**THE TASK**
Copy every record exactly, with nothing left out.

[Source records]
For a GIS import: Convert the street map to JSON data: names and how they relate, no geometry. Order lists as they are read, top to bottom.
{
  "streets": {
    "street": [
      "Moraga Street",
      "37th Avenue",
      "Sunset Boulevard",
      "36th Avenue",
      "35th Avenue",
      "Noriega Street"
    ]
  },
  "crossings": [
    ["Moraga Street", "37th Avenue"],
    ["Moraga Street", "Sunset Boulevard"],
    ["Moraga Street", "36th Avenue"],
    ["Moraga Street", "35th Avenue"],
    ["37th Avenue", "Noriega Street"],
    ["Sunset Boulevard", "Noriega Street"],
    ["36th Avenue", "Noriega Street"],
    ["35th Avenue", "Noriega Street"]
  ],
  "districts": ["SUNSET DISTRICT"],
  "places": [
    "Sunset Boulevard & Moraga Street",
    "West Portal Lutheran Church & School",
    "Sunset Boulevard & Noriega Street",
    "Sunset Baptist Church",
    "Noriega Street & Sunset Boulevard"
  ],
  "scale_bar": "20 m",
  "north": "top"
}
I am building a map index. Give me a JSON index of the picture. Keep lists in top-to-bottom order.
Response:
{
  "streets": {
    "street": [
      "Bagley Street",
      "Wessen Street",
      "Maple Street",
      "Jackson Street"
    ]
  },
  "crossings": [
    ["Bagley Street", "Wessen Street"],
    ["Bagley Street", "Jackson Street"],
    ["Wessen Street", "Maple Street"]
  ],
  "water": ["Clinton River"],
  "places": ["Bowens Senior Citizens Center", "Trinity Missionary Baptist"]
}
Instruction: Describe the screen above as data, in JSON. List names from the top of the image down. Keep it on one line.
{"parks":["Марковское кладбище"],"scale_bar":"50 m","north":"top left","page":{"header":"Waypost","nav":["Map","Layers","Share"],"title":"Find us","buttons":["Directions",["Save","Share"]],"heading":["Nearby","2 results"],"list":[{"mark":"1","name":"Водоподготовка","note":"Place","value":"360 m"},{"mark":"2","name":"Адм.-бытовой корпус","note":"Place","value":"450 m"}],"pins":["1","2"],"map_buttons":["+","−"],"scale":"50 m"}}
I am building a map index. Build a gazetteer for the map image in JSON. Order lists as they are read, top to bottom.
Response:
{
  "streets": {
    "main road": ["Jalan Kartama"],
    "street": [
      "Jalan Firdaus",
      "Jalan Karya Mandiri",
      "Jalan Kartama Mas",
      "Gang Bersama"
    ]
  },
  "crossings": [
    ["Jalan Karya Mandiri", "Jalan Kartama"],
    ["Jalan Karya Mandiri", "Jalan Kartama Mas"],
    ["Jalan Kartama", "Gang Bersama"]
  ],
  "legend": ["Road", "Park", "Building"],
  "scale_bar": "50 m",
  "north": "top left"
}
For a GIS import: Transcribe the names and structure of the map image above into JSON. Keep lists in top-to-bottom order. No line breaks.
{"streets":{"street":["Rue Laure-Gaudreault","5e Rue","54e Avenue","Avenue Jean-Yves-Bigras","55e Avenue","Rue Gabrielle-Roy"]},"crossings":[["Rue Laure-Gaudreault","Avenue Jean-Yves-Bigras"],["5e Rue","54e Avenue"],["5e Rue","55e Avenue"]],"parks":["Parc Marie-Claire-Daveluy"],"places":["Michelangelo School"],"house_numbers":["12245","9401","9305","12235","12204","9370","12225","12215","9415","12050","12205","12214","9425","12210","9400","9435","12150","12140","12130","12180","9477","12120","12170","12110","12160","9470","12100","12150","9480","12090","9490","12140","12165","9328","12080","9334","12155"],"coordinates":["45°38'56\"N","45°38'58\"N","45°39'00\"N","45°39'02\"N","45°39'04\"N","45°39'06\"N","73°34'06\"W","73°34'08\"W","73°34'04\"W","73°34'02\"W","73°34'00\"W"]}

**WRITTEN REPLY**
For a GIS import: Convert the street map to JSON data: names and how they relate, no geometry. Order lists as they are read, top to bottom.
{
  "streets": {
    "street": [
      "Moraga Street",
      "37th Avenue",
      "Sunset Boulevard",
      "36th Avenue",
      "35th Avenue",
      "Noriega Street"
    ]
  },
  "crossings": [
    ["Moraga Street", "37th Avenue"],
    ["Moraga Street", "Sunset Boulevard"],
    ["Moraga Street", "36th Avenue"],
    ["Moraga Street", "35th Avenue"],
    ["37th Avenue", "Noriega Street"],
    ["Sunset Boulevard", "Noriega Street"],
    ["36th Avenue", "Noriega Street"],
    ["35th Avenue", "Noriega Street"]
  ],
  "districts": ["SUNSET DISTRICT"],
  "places": [
    "Sunset Boulevard & Moraga Street",
    "West Portal Lutheran Church & School",
    "Sunset Boulevard & Noriega Street",
    "Sunset Baptist Church",
    "Noriega Street & Sunset Boulevard"
  ],
  "scale_bar": "20 m",
  "north": "top"
}
I am building a map index. Give me a JSON index of the picture. Keep lists in top-to-bottom order.
Response:
{
  "streets": {
    "street": [
      "Bagley Street",
      "Wessen Street",
      "Maple Street",
      "Jackson Street"
    ]
  },
  "crossings": [
    ["Bagley Street", "Wessen Street"],
    ["Bagley Street", "Jackson Street"],
    ["Wessen Street", "Maple Street"]
  ],
  "water": ["Clinton River"],
  "places": ["Bowens Senior Citizens Center", "Trinity Missionary Baptist"]
}
Instruction: Describe the screen above as data, in JSON. List names from the top of the image down. Keep it on one line.
{"parks":["Марковское кладбище"],"scale_bar":"50 m","north":"top left","page":{"header":"Waypost","nav":["Map","Layers","Share"],"title":"Find us","buttons":["Directions",["Save","Share"]],"heading":["Nearby","2 results"],"list":[{"mark":"1","name":"Водоподготовка","note":"Place","value":"360 m"},{"mark":"2","name":"Адм.-бытовой корпус","note":"Place","value":"450 m"}],"pins":["1","2"],"map_buttons":["+","−"],"scale":"50 m"}}
I am building a map index. Build a gazetteer for the map image in JSON. Order lists as they are read, top to bottom.
Response:
{
  "streets": {
    "main road": ["Jalan Kartama"],
    "street": [
      "Jalan Firdaus",
      "Jalan Karya Mandiri",
      "Jalan Kartama Mas",
      "Gang Bersama"
    ]
  },
  "crossings": [
    ["Jalan Karya Mandiri", "Jalan Kartama"],
    ["Jalan Karya Mandiri", "Jalan Kartama Mas"],
    ["Jalan Kartama", "Gang Bersama"]
  ],
  "legend": ["Road", "Park", "Building"],
  "scale_bar": "50 m",
  "north": "top left"
}
For a GIS import: Transcribe the names and structure of the map image above into JSON. Keep lists in top-to-bottom order. No line breaks.
{"streets":{"street":["Rue Laure-Gaudreault","5e Rue","54e Avenue","Avenue Jean-Yves-Bigras","55e Avenue","Rue Gabrielle-Roy"]},"crossings":[["Rue Laure-Gaudreault","Avenue Jean-Yves-Bigras"],["5e Rue","54e Avenue"],["5e Rue","55e Avenue"]],"parks":["Parc Marie-Claire-Daveluy"],"places":["Michelangelo School"],"house_numbers":["12245","9401","9305","12235","12204","9370","12225","12215","9415","12050","12205","12214","9425","12210","9400","9435","12150","12140","12130","12180","9477","12120","12170","12110","12160","9470","12100","12150","9480","12090","9490","12140","12165","9328","12080","9334","12155"],"coordinates":["45°38'56\"N","45°38'58\"N","45°39'00\"N","45°39'02\"N","45°39'04\"N","45°39'06\"N","73°34'06\"W","73°34'08\"W","73°34'04\"W","73°34'02\"W","73°34'00\"W"]}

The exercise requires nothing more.